We can use this method to develop
an approach called protein inceptionism.

We can try to see
whether we can find patterns

that are found in
these surface waves in water

generated by the proteins in other images.

Taking of mountain landscape,
maybe taking of lakes,

taking of anything
we can see with our eyes,

we can take a photo and identify
whether we can see

some of those innate features
that are seen in these protein vibrations

impacting on surface waves
also in other systems.

Where and how do we recognize molecular
vibrations in other everyday objects?

We use the DeepDream algorithm to do that

and apply the neural network
we have trained

against all these various
protein vibrations.

You can see a picture here.

This is how the vibrational
spectrum looks like,

embedded, realized
in this water wave surface structure.

If we apply the protein
inceptionism algorithm to that,

it will, in fact, recognize
all these different patterns

which are unique
to this particular protein.

And that’s how the neural network works.

The inner layers determine features
that are unique to that particular protein

and detects which protein
has been creating the vibrations.

We can use that image processing

to see these features
a little more clearly,

and this picture here shows

how the processing of this results
in these spaghetti-like structures,

so those are the unique
fingerprints, or structures,

that are actually causing
these particular resonances

in the neural network.

The resonances in the neural network

generated by the protein
inceptionism algorithm

really is a powerful way of visualizing

how certain features can be magnified

and made more visible and amplified
and resonated in these images.

Just like resonances happen
in musical instruments like a guitar,

here we can see resonances

as an image generated ultimately
by the molecular vibrations.

Now, if we look at another situation
where we have water waves in the river -

this is the original picture -

and these waves are now
not caused by proteins,

these waves, in fact,
are caused by flowing water over rocks,

and you can see how the algorithm picks up
certain features in these water waves,

which, again, do not occur
because of proteins

but have similar features as the ones
seen in protein-caused water waves.

Again, with some processing of the images,

you can see there’s
a certain pattern that emerges.

These are all the areas,
the spaghetti-like structures,

where the algorithm detects resonances
of the inner detailed structures

that are caused
by these protein vibrations.

So protein vibrations
are also seen in rivers.

This is an example of a coastal landscape
where we have three elements.

We have the water, we have rocks,
and we have air.

And in fact, the algorithm detects
these features of protein vibrations

in all three elements -

some of them in the water waves,
which is not surprising,

because both of them are water waves.

We also see some of these ideas
being resembled in rocks.

Some of the features,
some of the patterns in rocks

resemble those seen in the proteins.

And we can also see a few of those
being picked up in the sky.

And again, this is the analysis
using the image processing,

and you can see where in the image

we can pick up the features
that are natural,

that are innate to the protein vibrations.

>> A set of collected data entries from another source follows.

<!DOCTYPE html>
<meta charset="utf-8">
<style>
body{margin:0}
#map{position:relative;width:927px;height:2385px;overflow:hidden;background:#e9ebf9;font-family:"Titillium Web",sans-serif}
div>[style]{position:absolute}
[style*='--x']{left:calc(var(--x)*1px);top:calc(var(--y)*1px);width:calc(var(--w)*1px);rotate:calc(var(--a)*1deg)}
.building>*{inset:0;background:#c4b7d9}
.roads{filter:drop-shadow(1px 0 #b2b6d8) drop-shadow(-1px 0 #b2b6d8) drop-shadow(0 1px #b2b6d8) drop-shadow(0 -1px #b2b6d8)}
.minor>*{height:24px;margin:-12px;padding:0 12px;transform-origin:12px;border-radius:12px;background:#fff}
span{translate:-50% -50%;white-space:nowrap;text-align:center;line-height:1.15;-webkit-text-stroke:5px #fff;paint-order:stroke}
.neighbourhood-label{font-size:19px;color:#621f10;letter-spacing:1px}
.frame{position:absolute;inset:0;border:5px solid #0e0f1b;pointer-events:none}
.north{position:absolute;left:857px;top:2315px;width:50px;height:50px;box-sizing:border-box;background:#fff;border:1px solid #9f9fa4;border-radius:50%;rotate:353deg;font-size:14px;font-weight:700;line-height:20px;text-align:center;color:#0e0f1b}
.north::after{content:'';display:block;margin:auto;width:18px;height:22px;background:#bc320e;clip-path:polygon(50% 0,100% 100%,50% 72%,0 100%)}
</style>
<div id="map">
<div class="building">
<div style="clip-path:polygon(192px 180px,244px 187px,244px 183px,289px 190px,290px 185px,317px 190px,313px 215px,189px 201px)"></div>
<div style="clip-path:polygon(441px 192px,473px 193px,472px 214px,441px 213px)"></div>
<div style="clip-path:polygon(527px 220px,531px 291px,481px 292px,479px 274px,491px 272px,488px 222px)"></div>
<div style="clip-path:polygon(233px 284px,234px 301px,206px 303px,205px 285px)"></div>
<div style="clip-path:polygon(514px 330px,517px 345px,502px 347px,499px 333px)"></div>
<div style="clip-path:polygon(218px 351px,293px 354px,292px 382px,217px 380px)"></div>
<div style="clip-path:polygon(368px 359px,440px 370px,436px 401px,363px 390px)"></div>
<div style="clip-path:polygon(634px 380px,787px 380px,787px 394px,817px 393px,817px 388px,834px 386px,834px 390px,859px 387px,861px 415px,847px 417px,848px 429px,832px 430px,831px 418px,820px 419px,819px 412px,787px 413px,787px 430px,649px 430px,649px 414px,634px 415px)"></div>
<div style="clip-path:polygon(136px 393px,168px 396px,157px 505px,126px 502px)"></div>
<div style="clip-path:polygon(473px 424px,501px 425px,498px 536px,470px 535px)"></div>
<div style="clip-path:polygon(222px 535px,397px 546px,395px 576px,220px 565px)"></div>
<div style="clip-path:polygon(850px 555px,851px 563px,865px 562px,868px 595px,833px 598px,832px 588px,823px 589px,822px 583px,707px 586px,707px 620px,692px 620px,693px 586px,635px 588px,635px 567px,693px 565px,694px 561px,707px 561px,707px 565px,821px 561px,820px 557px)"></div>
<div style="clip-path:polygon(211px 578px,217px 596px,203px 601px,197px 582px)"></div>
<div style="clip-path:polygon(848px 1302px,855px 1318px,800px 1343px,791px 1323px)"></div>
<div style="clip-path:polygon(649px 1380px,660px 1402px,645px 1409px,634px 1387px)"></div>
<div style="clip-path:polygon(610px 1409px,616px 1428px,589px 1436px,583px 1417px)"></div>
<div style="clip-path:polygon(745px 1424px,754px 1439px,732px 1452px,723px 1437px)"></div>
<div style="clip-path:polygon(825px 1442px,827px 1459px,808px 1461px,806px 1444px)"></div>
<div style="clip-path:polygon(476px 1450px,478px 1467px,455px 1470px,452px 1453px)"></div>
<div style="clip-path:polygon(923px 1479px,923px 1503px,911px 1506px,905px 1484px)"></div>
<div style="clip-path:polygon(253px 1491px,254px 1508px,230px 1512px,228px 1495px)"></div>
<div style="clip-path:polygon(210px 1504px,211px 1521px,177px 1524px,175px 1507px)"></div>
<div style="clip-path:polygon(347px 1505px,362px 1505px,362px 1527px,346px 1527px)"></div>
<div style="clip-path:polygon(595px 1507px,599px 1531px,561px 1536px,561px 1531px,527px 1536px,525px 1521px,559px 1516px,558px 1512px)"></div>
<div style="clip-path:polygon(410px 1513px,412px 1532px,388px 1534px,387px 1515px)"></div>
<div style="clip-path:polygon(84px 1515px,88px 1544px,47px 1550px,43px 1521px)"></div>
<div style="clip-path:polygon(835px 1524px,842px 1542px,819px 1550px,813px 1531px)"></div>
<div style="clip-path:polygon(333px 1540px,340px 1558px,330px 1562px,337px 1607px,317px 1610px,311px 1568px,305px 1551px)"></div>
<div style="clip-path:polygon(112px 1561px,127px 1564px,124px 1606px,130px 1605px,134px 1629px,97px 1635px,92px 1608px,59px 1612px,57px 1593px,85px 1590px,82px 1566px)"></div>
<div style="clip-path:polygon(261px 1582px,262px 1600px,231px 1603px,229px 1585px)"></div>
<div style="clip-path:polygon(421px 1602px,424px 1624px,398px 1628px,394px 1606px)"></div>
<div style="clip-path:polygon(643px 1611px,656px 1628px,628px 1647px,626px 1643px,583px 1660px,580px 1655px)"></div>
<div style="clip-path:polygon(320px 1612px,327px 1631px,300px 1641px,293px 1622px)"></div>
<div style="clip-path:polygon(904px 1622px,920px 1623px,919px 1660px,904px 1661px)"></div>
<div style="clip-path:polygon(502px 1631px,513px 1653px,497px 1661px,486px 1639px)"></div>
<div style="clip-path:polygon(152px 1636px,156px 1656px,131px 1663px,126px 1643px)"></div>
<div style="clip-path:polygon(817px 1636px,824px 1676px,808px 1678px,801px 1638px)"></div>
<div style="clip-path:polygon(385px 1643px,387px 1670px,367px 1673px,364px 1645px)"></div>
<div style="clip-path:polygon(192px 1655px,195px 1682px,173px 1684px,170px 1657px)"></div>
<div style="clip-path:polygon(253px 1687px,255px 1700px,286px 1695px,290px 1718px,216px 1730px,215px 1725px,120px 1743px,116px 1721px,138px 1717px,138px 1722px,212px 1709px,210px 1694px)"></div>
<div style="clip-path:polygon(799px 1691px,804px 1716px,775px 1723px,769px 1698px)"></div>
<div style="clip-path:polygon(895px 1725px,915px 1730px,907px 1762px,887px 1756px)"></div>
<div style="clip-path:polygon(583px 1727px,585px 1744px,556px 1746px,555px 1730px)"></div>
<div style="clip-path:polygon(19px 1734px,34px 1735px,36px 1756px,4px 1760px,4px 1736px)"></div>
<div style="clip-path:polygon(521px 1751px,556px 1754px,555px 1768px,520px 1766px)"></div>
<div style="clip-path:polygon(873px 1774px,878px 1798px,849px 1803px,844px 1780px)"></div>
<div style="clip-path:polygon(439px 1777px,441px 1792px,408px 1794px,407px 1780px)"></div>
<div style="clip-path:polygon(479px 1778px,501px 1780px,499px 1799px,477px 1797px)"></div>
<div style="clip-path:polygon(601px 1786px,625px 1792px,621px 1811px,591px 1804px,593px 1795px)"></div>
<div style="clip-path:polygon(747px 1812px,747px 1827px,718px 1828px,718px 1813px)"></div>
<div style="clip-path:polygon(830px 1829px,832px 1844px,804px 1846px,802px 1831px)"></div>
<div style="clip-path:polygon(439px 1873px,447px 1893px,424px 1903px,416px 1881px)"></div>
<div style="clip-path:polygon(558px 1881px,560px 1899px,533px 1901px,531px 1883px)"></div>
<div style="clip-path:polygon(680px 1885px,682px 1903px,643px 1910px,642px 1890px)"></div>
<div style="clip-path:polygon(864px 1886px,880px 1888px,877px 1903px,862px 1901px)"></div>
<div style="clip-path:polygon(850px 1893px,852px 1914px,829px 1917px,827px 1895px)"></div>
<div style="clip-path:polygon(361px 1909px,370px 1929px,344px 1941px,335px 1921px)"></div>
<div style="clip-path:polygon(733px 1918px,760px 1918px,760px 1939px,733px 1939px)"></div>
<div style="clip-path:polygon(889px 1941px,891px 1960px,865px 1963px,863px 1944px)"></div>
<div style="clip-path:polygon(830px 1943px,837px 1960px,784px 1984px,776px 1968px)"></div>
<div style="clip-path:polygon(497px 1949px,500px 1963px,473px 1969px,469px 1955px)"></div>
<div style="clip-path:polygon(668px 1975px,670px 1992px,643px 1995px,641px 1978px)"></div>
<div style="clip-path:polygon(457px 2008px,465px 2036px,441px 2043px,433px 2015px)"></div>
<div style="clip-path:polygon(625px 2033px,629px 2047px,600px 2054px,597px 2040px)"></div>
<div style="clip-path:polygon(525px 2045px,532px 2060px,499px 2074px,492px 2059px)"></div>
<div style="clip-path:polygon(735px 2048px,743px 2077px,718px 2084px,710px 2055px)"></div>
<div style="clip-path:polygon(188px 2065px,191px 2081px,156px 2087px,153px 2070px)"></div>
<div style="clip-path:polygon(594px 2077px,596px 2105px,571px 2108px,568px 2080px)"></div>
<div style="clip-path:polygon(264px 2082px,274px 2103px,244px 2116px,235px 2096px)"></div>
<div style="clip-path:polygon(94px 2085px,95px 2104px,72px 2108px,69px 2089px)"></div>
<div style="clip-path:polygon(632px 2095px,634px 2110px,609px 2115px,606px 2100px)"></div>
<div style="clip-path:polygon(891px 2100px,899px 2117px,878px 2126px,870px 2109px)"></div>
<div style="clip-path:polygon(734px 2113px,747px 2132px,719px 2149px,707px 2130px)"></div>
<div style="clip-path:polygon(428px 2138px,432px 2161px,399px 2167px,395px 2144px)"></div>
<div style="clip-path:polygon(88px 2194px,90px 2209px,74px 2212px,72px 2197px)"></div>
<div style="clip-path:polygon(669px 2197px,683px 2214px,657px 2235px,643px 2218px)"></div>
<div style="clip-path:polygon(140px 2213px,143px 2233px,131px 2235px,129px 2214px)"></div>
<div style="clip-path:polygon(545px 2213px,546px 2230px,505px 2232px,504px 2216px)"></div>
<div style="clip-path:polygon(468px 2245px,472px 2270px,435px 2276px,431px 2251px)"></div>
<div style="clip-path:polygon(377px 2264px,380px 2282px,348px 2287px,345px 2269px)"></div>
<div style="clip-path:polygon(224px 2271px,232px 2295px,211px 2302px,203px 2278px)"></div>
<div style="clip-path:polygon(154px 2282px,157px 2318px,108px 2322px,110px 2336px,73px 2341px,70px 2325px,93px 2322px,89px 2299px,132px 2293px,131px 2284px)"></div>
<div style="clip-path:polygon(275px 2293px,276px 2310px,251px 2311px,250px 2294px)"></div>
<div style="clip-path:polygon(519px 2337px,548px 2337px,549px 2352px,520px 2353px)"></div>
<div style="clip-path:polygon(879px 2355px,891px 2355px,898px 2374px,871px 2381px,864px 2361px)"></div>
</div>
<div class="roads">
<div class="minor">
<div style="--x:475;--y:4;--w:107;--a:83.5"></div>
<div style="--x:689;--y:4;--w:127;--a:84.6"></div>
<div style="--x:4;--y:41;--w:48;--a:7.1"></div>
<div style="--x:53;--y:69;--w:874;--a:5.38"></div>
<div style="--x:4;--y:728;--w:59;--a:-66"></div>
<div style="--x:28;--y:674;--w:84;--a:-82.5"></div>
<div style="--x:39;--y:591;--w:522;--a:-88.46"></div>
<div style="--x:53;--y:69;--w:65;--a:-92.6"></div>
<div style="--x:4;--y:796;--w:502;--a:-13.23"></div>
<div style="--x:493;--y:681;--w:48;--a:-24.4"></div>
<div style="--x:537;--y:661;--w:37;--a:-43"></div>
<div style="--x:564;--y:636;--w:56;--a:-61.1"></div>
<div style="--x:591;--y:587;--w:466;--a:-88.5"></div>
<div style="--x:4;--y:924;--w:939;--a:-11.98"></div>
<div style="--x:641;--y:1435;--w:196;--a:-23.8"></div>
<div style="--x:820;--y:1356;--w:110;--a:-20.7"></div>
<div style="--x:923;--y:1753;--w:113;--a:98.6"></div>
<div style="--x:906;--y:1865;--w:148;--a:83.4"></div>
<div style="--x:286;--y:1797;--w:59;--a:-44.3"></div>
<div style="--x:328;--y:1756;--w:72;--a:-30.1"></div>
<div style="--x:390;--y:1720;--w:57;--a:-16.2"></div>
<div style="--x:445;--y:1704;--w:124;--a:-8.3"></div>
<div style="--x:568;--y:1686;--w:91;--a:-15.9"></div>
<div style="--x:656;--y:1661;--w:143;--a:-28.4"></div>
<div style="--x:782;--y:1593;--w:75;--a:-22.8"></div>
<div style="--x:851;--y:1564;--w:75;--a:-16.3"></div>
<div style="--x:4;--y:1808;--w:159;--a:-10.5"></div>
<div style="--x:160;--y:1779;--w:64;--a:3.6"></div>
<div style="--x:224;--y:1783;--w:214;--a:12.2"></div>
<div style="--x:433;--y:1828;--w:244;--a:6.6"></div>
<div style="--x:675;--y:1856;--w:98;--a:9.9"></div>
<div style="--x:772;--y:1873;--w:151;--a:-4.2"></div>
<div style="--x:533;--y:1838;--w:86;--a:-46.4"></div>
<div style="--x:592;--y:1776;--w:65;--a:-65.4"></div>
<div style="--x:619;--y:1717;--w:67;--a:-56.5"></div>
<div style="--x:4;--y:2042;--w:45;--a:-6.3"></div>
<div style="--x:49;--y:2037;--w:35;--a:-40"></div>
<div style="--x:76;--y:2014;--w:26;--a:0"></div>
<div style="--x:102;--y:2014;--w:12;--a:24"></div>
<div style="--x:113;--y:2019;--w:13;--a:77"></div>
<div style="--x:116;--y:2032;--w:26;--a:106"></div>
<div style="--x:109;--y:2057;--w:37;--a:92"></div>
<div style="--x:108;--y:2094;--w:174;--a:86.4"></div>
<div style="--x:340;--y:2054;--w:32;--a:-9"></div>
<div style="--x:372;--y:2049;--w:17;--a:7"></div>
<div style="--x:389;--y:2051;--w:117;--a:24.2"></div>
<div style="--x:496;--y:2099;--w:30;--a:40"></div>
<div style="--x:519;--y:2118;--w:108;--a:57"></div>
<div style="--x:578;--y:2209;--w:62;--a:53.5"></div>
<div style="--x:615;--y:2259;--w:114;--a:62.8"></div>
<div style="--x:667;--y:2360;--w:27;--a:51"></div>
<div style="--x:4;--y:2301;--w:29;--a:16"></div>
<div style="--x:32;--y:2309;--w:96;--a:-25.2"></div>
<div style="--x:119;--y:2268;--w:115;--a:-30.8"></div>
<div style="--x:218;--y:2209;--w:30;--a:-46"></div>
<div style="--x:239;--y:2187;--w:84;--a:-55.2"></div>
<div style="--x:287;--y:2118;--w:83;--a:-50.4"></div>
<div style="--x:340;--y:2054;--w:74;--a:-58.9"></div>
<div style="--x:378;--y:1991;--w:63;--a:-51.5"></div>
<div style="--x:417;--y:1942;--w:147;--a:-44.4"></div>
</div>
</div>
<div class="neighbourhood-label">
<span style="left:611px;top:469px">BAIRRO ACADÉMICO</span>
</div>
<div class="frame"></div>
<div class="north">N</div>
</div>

Matter is sound, and sound is matter.

In fact, we’ve seen that when we think
about the representation of material,

we can think of it
as a collection of vibrations.

We can make it audible.

We can also make the vibrations visible
in other states of matter,

like in liquids, in water,
for instance, as surface waves.

And we can utilize various ways
of manipulating matter,

of creating new materials

by either creating new sound

or using sound

as a way of detecting information
in existing musical compositions.

So you can ask the question:

What kind of material did Beethoven create
by analyzing the compositions he made?

We can also see protein vibrations
or the features of protein vibrations,

the unique signatures of the vibrational
spectrum, in other forms.

Using the protein inceptionism
as an algorithm,

we’ve been able to show
that these vibrations can be seen

not only in water waves
but also in other states of matter.

They can be seen in landscapes.

They can be seen in plants.

They can be seen in the sky and snow
and many other elements.

Thank you so much for your attention.